Mounted at /content/drive


In [None]:
zip_file_path = '/content/drive/MyDrive/ColabNotebooks/CH Counts Data.zip'

In [None]:
import pandas as pd
import zipfile
import os
import gc
import random

# Define constants
LABELS = [
    "Fe-Oxide", "Background", "Ilmenite", "Epidote", "Amphibole",
    "AlFe-Silicate", "Fe-Silicate", "Titanite", "AlMn-Silicate",
    "Rutile", "Zircon", "Monazite", "Quartz", "Cassiterite",
    "AlK-Silicate", "Barite", "Al-Silicate", "Chromite",
    "Leucoxene", "Fe-Sulphide", "AlCa-Silicate", "Apatite",
    "Xenotime", "Carbonate", "Thorite", "AlFe-Silicate_Zn",
    "Al-Oxide", "Fe-Sulphide_Cu", "W-Oxide", "Zn-Oxide",
    "Fe-sulphide_Pb", "Celestine", "Mn-Oxide", "Columbite_Mn",
    "Cu-Oxide", "Nb-bearing phase", "REE-Silicate", "Molybdenite"
]

TOTAL_SAMPLES = {
    "Fe-Oxide": 20883184,
    "Background": 11347230,
    "Ilmenite": 8400629,
    "Epidote": 5195663,
    "Amphibole": 4404669,
    "AlFe-Silicate": 4106622,
    "Fe-Silicate": 1784892,
    "Titanite": 1512827,
    "AlMn-Silicate": 1326232,
    "Rutile": 876502,
    "Zircon": 618053,
    "Monazite": 408111,
    "Quartz": 404580,
    "Cassiterite": 371466,
    "AlK-Silicate": 325675,
    "Barite": 281363,
    "Al-Silicate": 272677,
    "Chromite": 266954,
    "Leucoxene": 150346,
    "Fe-Sulphide": 146294,
    "AlCa-Silicate": 125414,
    "Apatite": 92279,
    "Xenotime": 66880,
    "Carbonate": 62444,
    "Thorite": 48635,
    "AlFe-Silicate_Zn": 34112,
    "Al-Oxide": 33373,
    "Fe-Sulphide_Cu": 30730,
    "W-Oxide": 28626,
    "Zn-Oxide": 27213,
    "Fe-sulphide_Pb": 26963,
    "Celestine": 26574,
    "Mn-Oxide": 25292,
    "Columbite_Mn": 23806,
    "Cu-Oxide": 19951,
    "Nb-bearing phase": 14705,
    "REE-Silicate": 13791,
    "Molybdenite": 12023
}

desired_samples_per_label = 5000
chunk_size = 100000

def dynamic_max_samples(label):
    return round(chunk_size * (desired_samples_per_label / TOTAL_SAMPLES[label]))
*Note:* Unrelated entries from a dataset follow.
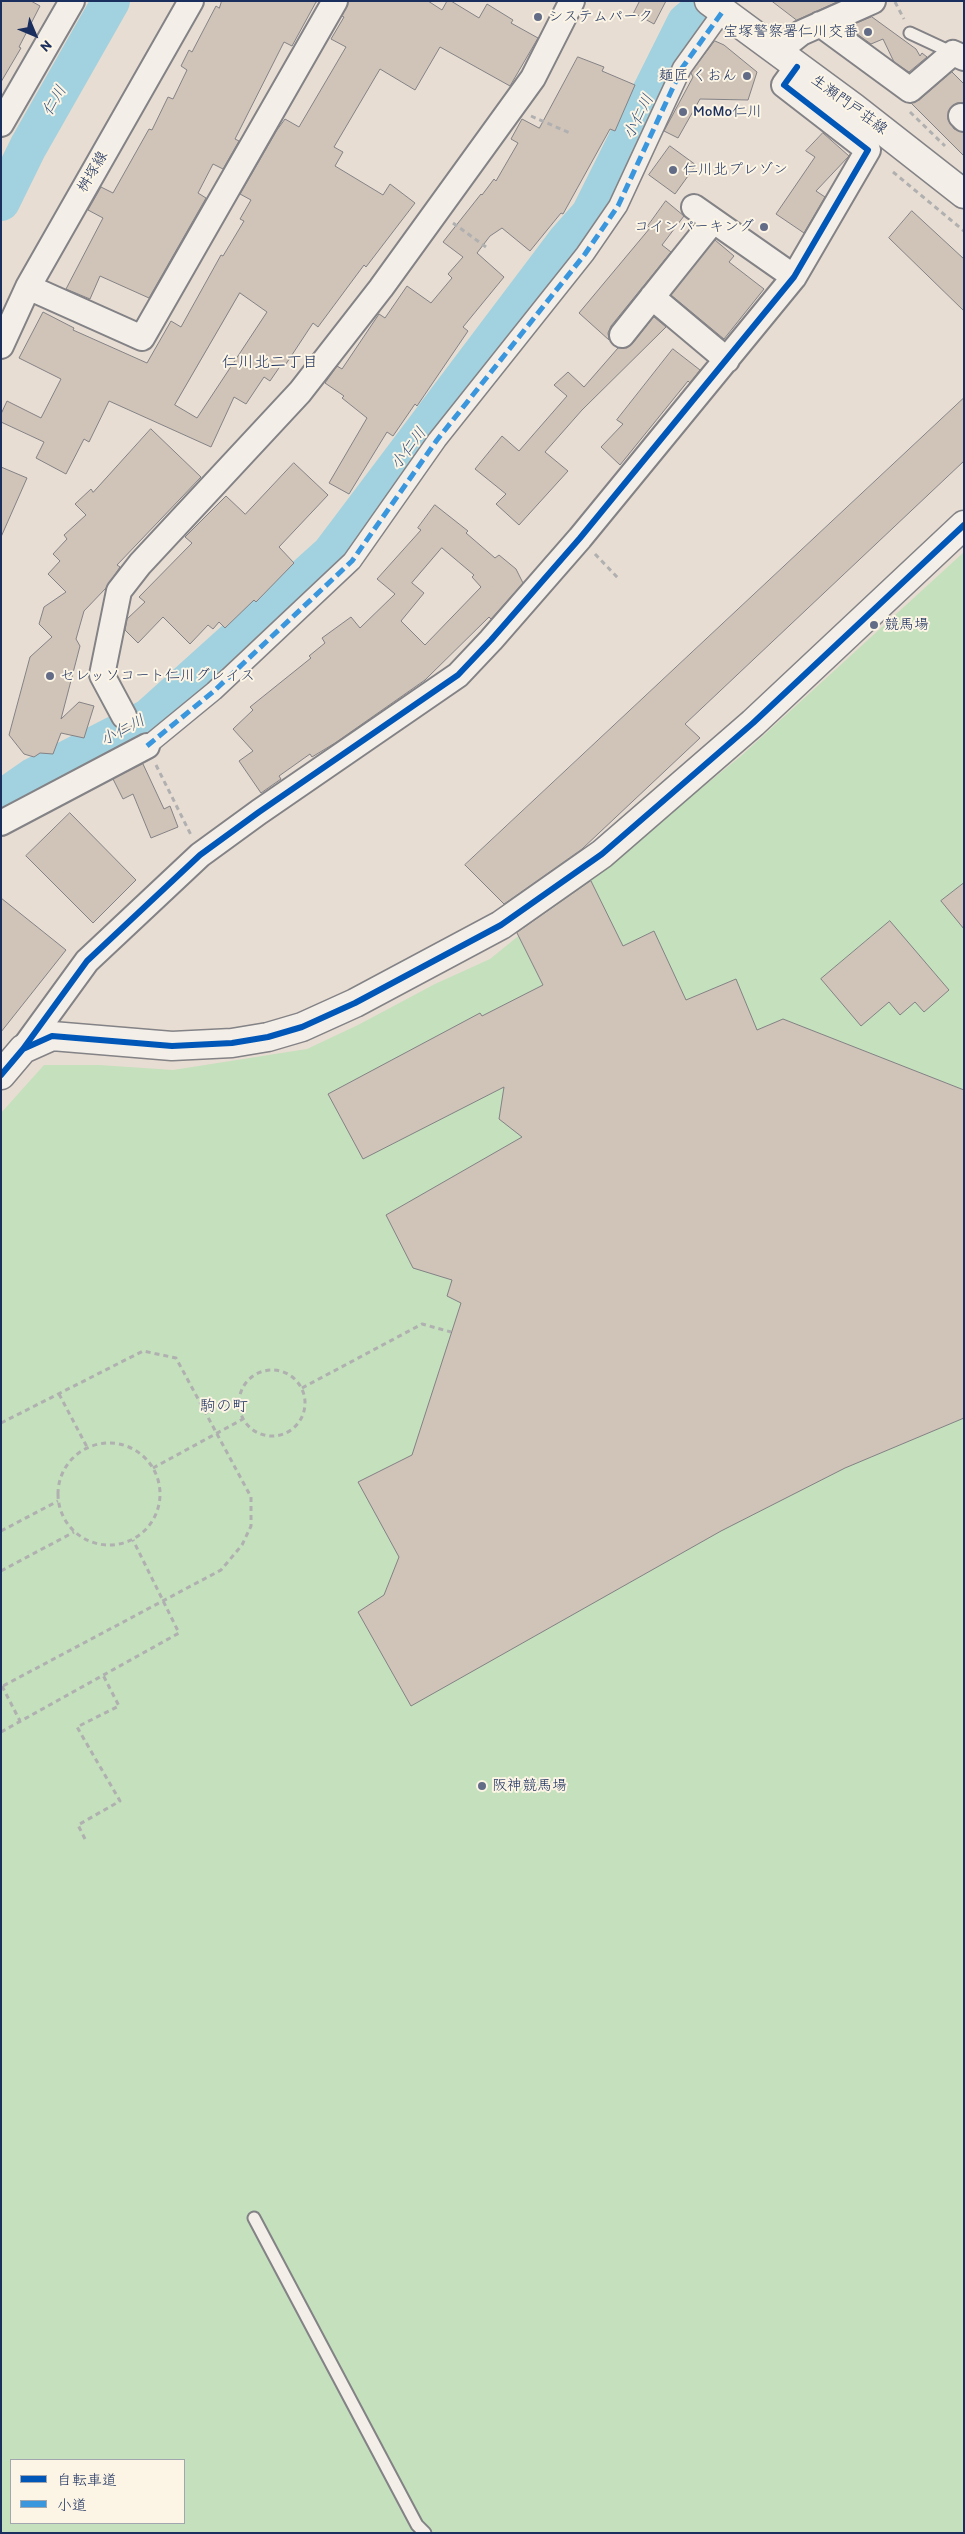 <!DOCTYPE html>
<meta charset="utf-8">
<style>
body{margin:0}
#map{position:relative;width:965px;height:2534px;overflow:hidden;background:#e8ddd2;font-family:Itim,"Klee One",sans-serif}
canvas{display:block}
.frame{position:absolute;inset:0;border:2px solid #1b2f5e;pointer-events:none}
.legend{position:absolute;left:10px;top:2459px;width:175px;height:65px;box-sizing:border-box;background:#fcf5e5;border:1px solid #a2a6af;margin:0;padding:6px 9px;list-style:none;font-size:15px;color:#1b2f5e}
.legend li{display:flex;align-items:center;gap:10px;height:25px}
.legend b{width:25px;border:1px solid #a2a6af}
.north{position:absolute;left:10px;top:10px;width:50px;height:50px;-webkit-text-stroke:4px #fcf5e5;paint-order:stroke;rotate:135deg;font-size:14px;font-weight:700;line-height:20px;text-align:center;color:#1b2f5e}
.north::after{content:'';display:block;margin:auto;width:18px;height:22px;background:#1b2f5e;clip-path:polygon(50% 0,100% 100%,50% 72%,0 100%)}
</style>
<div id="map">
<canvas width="965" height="2534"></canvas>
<div class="frame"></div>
<ul class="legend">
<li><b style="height:6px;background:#0057b8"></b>自転車道</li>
<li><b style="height:6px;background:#3a97de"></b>小道</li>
</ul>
<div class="north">N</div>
</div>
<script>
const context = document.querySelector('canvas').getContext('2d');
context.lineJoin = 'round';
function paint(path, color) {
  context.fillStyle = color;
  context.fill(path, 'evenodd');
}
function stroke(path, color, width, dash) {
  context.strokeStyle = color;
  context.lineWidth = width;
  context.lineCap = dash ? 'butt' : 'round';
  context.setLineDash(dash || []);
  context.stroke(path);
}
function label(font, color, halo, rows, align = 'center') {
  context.font = font + ' Itim,"Klee One",sans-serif';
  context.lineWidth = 4;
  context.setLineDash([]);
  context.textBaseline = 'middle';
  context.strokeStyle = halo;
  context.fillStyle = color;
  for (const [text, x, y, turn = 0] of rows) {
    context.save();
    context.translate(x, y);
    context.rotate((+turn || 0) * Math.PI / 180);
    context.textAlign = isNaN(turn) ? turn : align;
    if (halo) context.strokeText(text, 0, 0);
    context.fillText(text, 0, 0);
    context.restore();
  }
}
const green = new Path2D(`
 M964 552V2533H1V1113L44 1065H99L173 1070 307 1049 358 1025 435 984 490 959 741 756ZM11 2460H184V2523H11Z`);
const river = new Path2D(`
 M1 202 28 147 111 1
 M1 799 33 777 148 718 331 553 567 240 590 214 686 22 712 1`);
const building = new Path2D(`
 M1 1H31L40 6 19 47 21 48 1 82Z
 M222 1H319L316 2 292 46 284 42 235 139 239 141 223 169 213 164 198 193 206 198 149 298 100 276 90 299 66 289 103 218 88 210 101 187 113 193 149 129 152 130 168 97 173 99 187 70 181 66 189 50 192 52 216 6 219 8Z
 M349 1H428L442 10 447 1H451L479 18 487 4 513 20 511 23 538 38 510 86 440 47 415 90 380 69 334 147 343 152 335 166 383 195 390 184 415 203 366 267 364 265 318 327 313 323 284 367 281 365 270 381 264 377 246 404 234 397 211 447 109 401 89 442 84 439 66 474 36 458 44 442 1 422V414L7 401 41 418 61 379 19 358 43 312 74 328 73 330 147 363 171 321 181 327 221 255 223 256 244 221 240 219 251 200 240 194 277 130 285 119 299 127 346 47 331 39 344 17 342 16ZM240 293 267 312 197 418 175 405Z
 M640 1H666L654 24 634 13Z
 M772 1H839L797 20Z
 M872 17 916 49 920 56 922 53 927 57 909 72 894 62 883 39 871 44 857 34 855 24Z
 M715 41 724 45 757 72 748 100 700 99 678 138 664 131 693 77 691 73Z
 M578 57 604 67 602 71 635 85 615 131 610 129 563 214 561 213 530 251 502 228 490 236 477 253 504 277 463 327 468 331 417 406 415 404 393 436 387 432 349 494 329 483 367 418 342 398 344 396 325 383 337 366 342 369 379 314 385 318 407 286 431 303 452 278 448 274 463 257 443 242 481 194 482 195 494 179 496 181 518 143 511 139 522 119 539 128Z
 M952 72 964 84V103H957L951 107 948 119 954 129 964 132V156L911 103 919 100Z
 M823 133 849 156 816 191 825 197 804 233 776 214 815 157 806 151Z
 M670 146 696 165 675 194 649 175Z
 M666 201 684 216 662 245 671 252 611 326 608 333 609 340 579 313 650 228 648 226Z
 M912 211 964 259V311L889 238Z
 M715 240 734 256 729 262 764 289 724 339 671 295Z
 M654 317 666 327 582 410 545 452 568 471 519 525 496 504 506 494 475 469 502 436 519 451 567 396 554 385 568 372 584 387 618 348H627L632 344Z
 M673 349 700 370 690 383 688 381 620 465 601 447 623 424 617 420Z
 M964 398V461L685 724 700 738 582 849 504 904 465 865Z
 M151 429 201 477 117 565 120 567 106 588 84 611 76 639 80 646 61 719 79 702 94 706 84 738 61 733 53 754 40 753 34 757 24 754 9 735 30 657 52 637 39 624 44 607 66 592 48 574 60 561 53 554 67 539 64 535 86 515 75 504 91 489 93 492Z
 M294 463 328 495 279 547 294 563 256 602 254 600 225 628 219 622 213 629 208 625 190 644 163 617 138 643 125 630 127 619 145 602 139 597 192 543 185 537 226 496 245 514Z
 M1 467 27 478 1 537Z
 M435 505 468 531 466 533 495 558 499 555 516 569 523 583 491 619 489 617 425 680 335 743 312 757 310 754 279 776 281 779 261 793 239 761 253 751 233 729 253 710 250 707 311 658 309 656 325 643 322 638 351 617 360 628 395 594 377 579 421 530 418 528ZM442 548 474 575 472 577 481 587 425 645 401 621 424 593 412 583Z
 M143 764 164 809 170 806 178 827 151 838 133 794 123 799 113 779Z
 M70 813 136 880 93 923 26 856Z
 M591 881 623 946 654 931 686 1000 736 979 757 1030 783 1019 964 1090V1418L845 1468 721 1531 411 1706 358 1612 384 1595 399 1557 358 1482 412 1455 461 1303 447 1296 452 1280 413 1268 386 1215 522 1137 499 1119 504 1087 363 1159 328 1094 480 1013 482 1016 543 985 517 933Z
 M964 883V929L941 901Z
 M1 898 66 950 1 1032Z
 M890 921 949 990 924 1012 915 1002 900 1015 889 1002 861 1026 821 979Z`);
const path = new Path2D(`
 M895 2 904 19
 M910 112 945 146
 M531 116 572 134
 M893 172 964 231
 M453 223 486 247
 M595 554 618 578
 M156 765 191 835
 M239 1403a33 33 0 1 1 66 0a33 33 0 1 1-66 0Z
 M302 1388 422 1324 451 1332
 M59 1394 87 1447
 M1 1423 143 1351 176 1358 251 1497V1526L242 1545 221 1570 1 1687
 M58 1494a51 51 0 1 1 102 0a51 51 0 1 1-102 0Z
 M153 1468 243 1419
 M1 1531 58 1501
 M1 1571 74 1532
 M2 1686 20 1721
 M1 1732 179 1633 133 1540
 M85 1839 78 1825 120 1801 77 1727 119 1706 103 1675`);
const service = new Path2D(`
 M910 33 953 53
 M254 2218 417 2525 425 2533`);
const pedestrian = new Path2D(`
 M147 746 214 691 352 561 437 440 585 254 618 206 682 68 723 11`);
const minor = new Path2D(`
 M820 24 910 90 953 53 964 58
 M777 52 801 33 873 1
 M961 116 964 119
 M1 124 72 1
 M694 207 794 277
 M28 287 142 338 335 1
 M652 297 727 360
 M622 335 713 221
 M1 346 28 287 191 1
 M124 716 102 675 119 591 140 564 300 392 381 288 533 78 572 1
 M1 823 147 746
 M23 1049 87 961 200 855 259 812 458 675 491 640 580 538 794 277 868 150 784 85 797 67`);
const tertiary = new Path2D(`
 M1 1075 23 1049 52 1036 172 1046 232 1043 268 1037 302 1027 355 1003 501 925 602 854 753 723 964 525`);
const secondary = new Path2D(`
 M709 1 853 107 964 194`);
const quiet = new Path2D(`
 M147 746 214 691 352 561 437 440 585 254 618 206 682 68 723 11`);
const cycleway = new Path2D(`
 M23 1049 87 961 200 855 259 812 458 675 491 640 580 538 794 277 868 150 784 85 797 67
 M1 1075 23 1049 52 1036 172 1046 232 1043 268 1037 302 1027 355 1003 501 925 602 854 753 723 964 525`);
const markers = [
 [538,17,5,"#636c87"],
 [868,32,5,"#636c87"],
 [747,76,5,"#636c87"],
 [683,112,5,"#636c87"],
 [673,170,5,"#636c87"],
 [764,227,5,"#636c87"],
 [874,625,5,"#636c87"],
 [50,676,5,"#636c87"],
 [482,1786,5,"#636c87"]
];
const poiNames = [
 ["システムパーク",548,17],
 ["宝塚警察署仁川交番",858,32,"right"],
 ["麺匠 くおん",737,76,"right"],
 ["MoMo仁川",693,112],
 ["仁川北プレゾン",683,170],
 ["コインパーキング",754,227,"right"],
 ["競馬場",884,625],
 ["セレッソコート仁川グレイス",60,676],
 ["阪神競馬場",492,1786]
];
const streetNames = [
 ["生瀬門戸荘線",849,105,36],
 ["桝塚線",93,172,-60]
];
const waterNames = [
 ["仁川",55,101,-60],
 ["小仁川",639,117,-63],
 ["小仁川",409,449,-53],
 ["小仁川",123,731,-28]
];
const neighbourhoodNames = [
 ["仁川北二丁目",270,363],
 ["駒の町",224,1407]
];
paint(green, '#c4e0bc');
stroke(river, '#a2d2df', 38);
paint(building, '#d0c3b8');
stroke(building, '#838286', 1);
stroke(service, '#838286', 15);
stroke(pedestrian, '#838286', 21);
stroke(minor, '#838286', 28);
stroke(tertiary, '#838286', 31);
stroke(secondary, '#838286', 31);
stroke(path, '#b0b0b1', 3, [5, 4]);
stroke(service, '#f3efe8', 11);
stroke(pedestrian, '#f3efe8', 18);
stroke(minor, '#f3efe8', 24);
stroke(tertiary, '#f3efe8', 28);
stroke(secondary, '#f3efe8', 28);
stroke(quiet, '#3a97de', 5, [10, 5]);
stroke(cycleway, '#0057b8', 6);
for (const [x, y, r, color] of markers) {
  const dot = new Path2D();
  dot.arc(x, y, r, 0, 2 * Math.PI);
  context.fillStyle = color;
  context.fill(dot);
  stroke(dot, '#fcf5e5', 2);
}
label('15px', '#1b2f5e', '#fcf5e5', poiNames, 'left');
label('15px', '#1b2f5e', '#fcf5e5', streetNames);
label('italic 16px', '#355680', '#fcf5e5', waterNames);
label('16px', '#1b2f5e', '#fcf5e5', neighbourhoodNames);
</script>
def save_to_file(accumulated_df, file_num):
    output_file = f"/content/drive/MyDrive/ColabNotebooks/data/combined_data_{file_num}.csv"
    accumulated_df.to_csv(output_file, index=False)
    return file_num + 1

def process_chunk(chunk, label_counts):
    samples_to_add = []
    for label in LABELS:
        if label_counts[label] >= desired_samples_per_label:
            continue
        label_rows = chunk[chunk['Mineral Phase'] == label]
        max_samples_for_label = min(dynamic_max_samples(label), desired_samples_per_label - label_counts[label])
        samples = label_rows.sample(n=min(max_samples_for_label, len(label_rows)), replace=False)
        samples_to_add.extend(samples.to_dict('records'))
        label_counts[label] += len(samples)
    return samples_to_add

accumulated_data = []
label_counts = {label: 0 for label in LABELS}
file_num = 1

with zipfile.ZipFile(zip_file_path, 'r') as z:
    csv_files = [f for f in z.namelist() if f.endswith(".csv")]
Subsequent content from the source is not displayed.